WORK TO COMPLETE ▸
When a line of the material has the word "roads" in it, copy that line.
____________
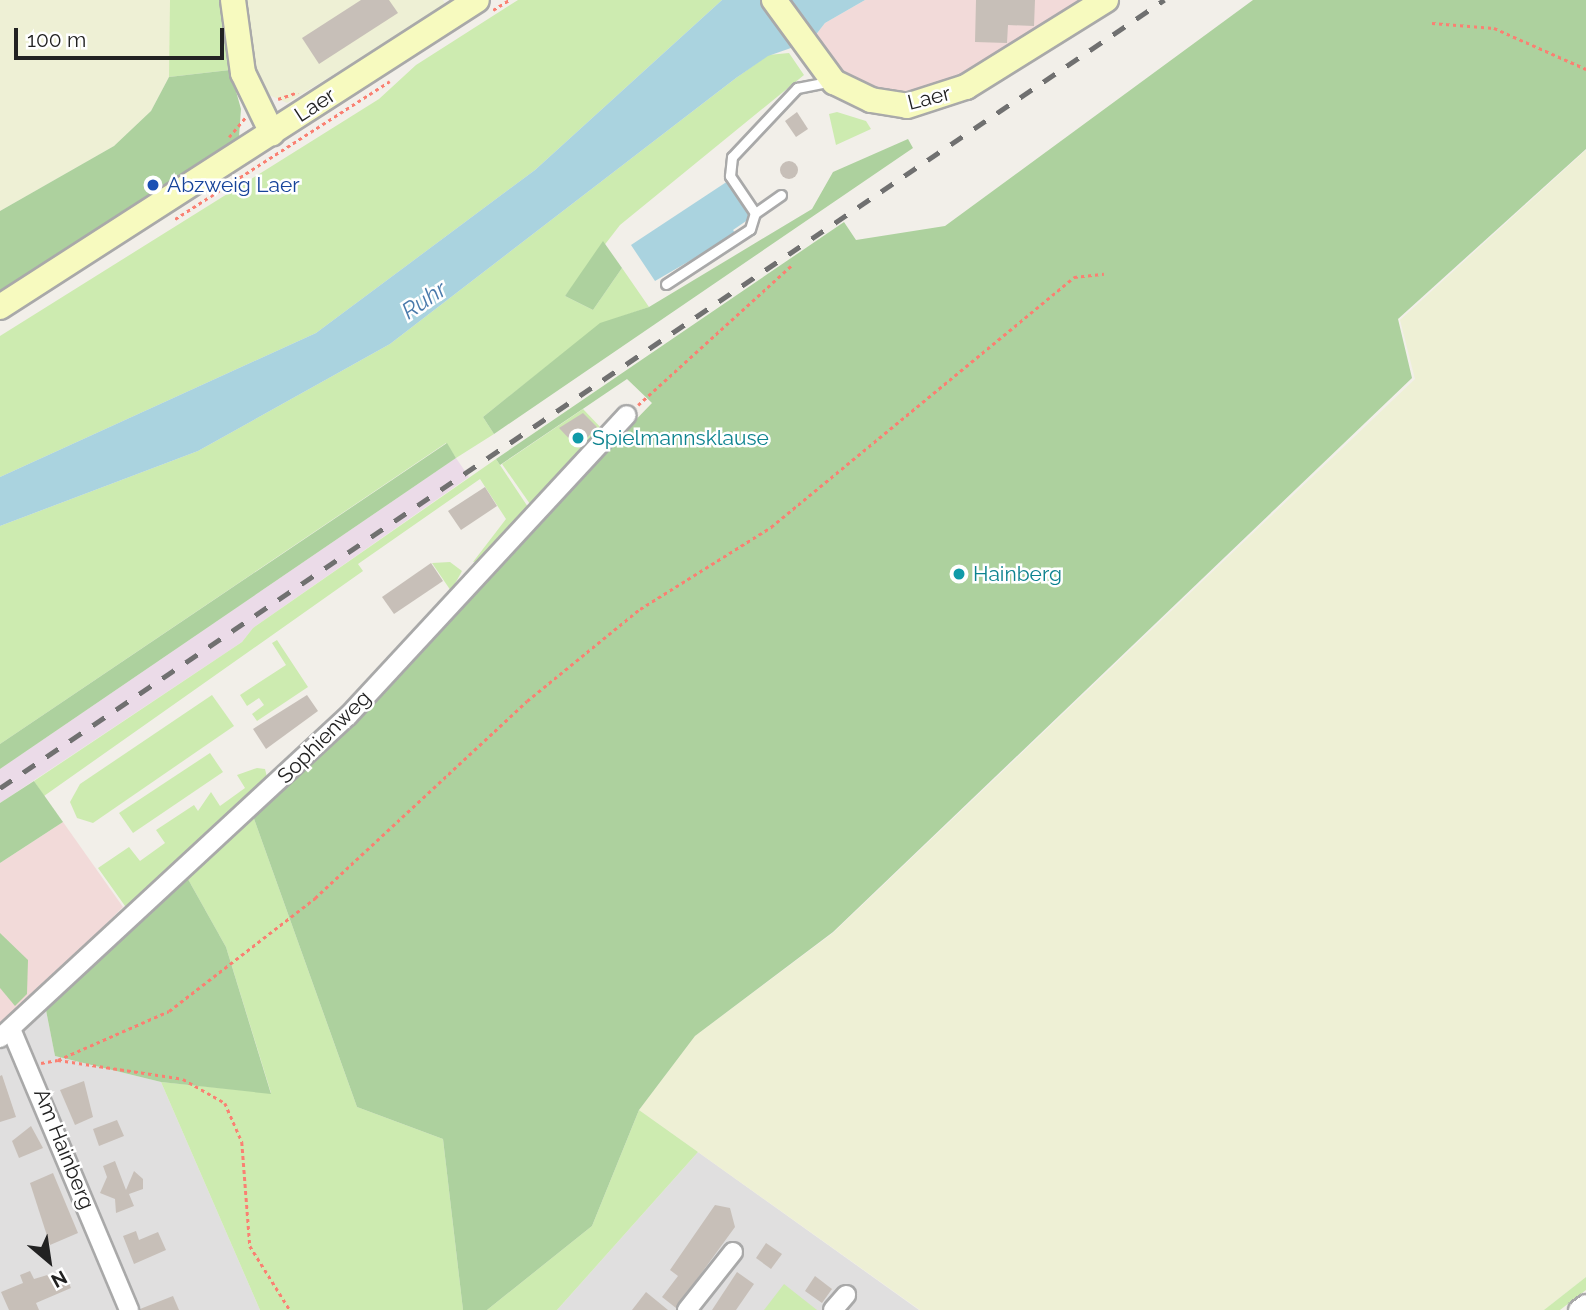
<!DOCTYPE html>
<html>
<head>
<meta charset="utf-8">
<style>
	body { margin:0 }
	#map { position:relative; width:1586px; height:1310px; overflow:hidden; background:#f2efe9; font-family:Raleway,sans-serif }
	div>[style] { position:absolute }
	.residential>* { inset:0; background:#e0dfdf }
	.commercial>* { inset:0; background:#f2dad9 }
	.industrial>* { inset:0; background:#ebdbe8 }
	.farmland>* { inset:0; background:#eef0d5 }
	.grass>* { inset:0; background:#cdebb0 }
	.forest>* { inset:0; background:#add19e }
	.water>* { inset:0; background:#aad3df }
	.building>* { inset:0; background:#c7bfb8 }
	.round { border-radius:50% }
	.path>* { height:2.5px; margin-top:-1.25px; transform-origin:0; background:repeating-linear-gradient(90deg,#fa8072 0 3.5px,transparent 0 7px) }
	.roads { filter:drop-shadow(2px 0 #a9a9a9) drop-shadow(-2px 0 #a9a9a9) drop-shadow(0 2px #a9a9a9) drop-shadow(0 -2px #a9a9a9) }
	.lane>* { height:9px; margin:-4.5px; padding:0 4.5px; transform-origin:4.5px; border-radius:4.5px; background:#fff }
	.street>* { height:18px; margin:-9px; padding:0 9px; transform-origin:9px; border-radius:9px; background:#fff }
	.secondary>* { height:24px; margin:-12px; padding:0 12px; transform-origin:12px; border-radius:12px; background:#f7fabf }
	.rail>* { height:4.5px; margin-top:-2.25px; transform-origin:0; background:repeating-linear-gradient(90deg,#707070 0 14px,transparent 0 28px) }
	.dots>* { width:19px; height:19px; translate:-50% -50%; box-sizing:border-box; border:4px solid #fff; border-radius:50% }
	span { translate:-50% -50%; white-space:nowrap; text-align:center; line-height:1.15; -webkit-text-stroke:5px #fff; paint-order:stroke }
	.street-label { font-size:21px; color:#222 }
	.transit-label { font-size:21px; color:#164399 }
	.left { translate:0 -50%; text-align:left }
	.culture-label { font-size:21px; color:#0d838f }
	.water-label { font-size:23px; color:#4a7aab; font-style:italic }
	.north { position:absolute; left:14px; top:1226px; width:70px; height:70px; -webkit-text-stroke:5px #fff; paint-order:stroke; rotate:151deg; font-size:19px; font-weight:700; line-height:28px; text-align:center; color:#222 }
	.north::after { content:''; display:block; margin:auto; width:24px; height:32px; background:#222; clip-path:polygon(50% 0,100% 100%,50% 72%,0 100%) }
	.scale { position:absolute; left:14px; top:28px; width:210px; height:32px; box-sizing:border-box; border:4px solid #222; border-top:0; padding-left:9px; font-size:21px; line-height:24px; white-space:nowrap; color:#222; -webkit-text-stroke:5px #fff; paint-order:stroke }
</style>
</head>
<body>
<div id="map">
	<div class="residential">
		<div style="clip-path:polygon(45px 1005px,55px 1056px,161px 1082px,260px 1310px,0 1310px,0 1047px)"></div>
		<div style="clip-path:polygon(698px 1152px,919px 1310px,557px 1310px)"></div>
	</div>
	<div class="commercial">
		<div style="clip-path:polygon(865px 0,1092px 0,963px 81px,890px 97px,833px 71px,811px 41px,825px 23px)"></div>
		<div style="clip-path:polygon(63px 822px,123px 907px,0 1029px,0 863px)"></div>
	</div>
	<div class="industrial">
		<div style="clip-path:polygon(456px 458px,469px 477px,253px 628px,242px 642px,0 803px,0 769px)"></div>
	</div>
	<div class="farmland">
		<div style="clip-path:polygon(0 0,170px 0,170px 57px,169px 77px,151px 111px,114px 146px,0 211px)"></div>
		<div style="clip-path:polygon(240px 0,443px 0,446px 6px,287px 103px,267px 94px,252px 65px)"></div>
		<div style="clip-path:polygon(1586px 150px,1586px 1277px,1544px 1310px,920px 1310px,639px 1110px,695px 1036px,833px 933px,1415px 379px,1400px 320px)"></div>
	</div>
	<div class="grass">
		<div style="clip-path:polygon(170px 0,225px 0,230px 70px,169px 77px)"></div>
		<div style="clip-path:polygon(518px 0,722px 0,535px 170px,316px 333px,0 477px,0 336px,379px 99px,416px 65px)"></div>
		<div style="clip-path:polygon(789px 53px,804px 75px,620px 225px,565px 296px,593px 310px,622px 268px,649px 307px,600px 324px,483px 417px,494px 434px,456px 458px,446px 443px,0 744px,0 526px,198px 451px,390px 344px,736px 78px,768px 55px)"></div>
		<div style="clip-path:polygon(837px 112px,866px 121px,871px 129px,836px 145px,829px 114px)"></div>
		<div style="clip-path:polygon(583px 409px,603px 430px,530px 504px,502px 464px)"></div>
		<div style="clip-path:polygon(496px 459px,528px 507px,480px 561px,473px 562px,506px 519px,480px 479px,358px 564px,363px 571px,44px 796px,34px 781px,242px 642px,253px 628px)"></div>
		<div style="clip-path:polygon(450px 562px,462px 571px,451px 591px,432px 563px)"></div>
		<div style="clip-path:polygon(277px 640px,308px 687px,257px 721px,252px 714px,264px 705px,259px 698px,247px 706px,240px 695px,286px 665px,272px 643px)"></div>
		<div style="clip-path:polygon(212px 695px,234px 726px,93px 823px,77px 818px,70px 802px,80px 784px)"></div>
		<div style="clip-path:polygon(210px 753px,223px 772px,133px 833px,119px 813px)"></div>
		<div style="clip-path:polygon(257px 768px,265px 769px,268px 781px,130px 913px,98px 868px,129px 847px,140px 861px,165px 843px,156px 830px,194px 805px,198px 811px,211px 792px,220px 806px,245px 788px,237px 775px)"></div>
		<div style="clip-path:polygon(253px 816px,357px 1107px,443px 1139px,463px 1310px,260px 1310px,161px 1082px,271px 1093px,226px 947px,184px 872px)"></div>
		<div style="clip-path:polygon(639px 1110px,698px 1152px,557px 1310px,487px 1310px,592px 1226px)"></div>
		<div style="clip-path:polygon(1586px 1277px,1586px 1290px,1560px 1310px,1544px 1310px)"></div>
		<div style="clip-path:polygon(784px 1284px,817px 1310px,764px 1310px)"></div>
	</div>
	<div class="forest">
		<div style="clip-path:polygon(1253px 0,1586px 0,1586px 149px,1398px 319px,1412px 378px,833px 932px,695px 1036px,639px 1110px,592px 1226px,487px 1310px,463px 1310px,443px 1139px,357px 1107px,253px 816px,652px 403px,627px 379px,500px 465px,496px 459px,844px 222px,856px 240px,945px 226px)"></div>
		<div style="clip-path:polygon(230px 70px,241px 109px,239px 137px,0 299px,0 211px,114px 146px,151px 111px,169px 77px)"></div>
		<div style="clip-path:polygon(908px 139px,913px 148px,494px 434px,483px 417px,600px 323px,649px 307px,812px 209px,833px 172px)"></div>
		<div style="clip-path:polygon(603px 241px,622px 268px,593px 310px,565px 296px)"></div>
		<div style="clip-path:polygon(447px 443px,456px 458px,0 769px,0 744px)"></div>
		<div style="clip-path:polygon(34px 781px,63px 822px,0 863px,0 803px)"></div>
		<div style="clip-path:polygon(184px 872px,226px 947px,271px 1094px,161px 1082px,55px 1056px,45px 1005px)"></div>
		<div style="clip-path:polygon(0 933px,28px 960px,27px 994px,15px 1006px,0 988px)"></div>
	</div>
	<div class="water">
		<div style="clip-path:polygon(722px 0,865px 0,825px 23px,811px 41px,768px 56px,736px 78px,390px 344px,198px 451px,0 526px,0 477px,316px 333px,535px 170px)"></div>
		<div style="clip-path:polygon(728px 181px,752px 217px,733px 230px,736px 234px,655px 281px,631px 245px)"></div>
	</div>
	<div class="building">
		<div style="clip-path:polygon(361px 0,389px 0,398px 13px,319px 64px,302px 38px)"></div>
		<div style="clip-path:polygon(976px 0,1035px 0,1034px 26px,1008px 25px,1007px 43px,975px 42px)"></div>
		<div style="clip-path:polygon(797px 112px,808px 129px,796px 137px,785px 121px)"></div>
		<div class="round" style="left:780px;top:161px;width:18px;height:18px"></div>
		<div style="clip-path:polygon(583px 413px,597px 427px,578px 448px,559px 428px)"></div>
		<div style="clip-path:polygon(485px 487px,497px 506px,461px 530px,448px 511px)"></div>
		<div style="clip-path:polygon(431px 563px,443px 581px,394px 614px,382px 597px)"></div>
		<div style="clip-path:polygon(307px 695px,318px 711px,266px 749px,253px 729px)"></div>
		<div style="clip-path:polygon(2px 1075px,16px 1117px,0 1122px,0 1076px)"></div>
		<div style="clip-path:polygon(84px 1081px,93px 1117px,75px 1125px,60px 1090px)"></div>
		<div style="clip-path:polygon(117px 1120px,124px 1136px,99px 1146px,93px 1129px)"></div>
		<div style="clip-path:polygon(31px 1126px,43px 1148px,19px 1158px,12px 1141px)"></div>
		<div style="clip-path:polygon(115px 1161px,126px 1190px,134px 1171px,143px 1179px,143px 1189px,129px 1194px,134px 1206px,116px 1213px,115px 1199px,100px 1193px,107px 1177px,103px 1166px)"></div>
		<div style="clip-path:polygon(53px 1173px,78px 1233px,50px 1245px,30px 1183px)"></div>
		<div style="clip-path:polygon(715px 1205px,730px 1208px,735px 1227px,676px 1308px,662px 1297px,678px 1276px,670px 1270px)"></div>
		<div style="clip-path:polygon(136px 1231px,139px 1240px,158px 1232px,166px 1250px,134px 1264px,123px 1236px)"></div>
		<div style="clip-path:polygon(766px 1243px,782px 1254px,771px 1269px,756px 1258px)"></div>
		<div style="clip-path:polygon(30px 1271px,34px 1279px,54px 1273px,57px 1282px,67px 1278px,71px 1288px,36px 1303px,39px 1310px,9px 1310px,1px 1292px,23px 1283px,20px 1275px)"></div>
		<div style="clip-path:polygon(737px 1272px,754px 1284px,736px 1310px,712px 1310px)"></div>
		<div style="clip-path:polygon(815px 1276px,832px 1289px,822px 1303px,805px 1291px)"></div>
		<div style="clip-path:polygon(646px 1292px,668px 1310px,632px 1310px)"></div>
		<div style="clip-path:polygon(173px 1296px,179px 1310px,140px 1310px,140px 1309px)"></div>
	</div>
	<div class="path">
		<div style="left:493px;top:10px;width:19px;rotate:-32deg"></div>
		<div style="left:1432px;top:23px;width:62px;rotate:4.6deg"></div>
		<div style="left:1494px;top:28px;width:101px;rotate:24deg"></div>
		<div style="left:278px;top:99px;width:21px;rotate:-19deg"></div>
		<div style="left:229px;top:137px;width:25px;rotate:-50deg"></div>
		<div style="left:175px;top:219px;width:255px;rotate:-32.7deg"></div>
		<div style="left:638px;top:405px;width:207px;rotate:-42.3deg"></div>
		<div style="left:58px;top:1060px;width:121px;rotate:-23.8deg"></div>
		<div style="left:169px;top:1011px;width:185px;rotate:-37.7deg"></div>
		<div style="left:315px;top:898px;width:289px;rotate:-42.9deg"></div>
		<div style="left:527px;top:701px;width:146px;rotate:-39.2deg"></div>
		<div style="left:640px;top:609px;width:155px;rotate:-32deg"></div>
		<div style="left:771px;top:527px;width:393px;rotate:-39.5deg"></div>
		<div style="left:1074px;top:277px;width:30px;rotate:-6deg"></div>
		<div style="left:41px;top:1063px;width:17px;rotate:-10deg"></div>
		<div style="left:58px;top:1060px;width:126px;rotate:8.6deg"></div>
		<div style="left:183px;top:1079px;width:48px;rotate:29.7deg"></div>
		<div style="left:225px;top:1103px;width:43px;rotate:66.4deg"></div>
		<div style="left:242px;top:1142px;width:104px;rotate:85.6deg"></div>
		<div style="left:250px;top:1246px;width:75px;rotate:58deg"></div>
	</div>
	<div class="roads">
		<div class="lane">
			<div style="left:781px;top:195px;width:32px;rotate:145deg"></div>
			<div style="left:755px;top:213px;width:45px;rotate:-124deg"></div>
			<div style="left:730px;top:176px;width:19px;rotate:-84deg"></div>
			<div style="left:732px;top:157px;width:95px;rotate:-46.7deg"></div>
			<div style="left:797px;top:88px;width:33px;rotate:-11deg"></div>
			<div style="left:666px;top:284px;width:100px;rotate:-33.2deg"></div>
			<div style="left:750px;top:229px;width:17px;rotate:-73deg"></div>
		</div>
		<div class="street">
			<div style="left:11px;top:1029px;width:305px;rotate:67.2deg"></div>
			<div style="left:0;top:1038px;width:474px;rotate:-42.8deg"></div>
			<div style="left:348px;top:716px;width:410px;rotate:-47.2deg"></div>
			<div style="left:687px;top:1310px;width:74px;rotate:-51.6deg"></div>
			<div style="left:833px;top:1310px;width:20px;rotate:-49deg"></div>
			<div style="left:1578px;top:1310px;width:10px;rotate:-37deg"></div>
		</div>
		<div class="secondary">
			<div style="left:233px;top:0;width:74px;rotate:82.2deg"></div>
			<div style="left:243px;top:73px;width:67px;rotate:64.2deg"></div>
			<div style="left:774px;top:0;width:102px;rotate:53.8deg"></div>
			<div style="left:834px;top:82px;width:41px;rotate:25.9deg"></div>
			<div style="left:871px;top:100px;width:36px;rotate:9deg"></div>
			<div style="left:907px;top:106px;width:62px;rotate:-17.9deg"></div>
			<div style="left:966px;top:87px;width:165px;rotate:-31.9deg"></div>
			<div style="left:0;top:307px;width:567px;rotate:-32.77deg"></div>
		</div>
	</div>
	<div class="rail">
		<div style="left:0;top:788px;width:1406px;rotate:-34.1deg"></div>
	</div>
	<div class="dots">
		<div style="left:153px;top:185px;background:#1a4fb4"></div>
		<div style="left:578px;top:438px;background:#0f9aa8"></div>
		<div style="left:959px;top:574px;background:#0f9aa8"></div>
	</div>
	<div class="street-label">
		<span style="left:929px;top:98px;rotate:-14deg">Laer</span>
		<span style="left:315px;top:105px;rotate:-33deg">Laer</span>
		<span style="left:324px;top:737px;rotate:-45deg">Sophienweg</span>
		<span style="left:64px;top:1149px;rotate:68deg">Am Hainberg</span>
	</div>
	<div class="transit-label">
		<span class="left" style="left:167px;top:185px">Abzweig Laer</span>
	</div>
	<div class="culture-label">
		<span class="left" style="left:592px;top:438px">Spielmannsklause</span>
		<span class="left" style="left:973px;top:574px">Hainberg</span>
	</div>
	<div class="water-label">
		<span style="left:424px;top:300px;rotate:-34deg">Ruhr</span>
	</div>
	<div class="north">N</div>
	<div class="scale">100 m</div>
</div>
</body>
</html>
____________
ANSWER FOR THE TASK ▸
	.roads { filter:drop-shadow(2px 0 #a9a9a9) drop-shadow(-2px 0 #a9a9a9) drop-shadow(0 2px #a9a9a9) drop-shadow(0 -2px #a9a9a9) }
	<div class="roads">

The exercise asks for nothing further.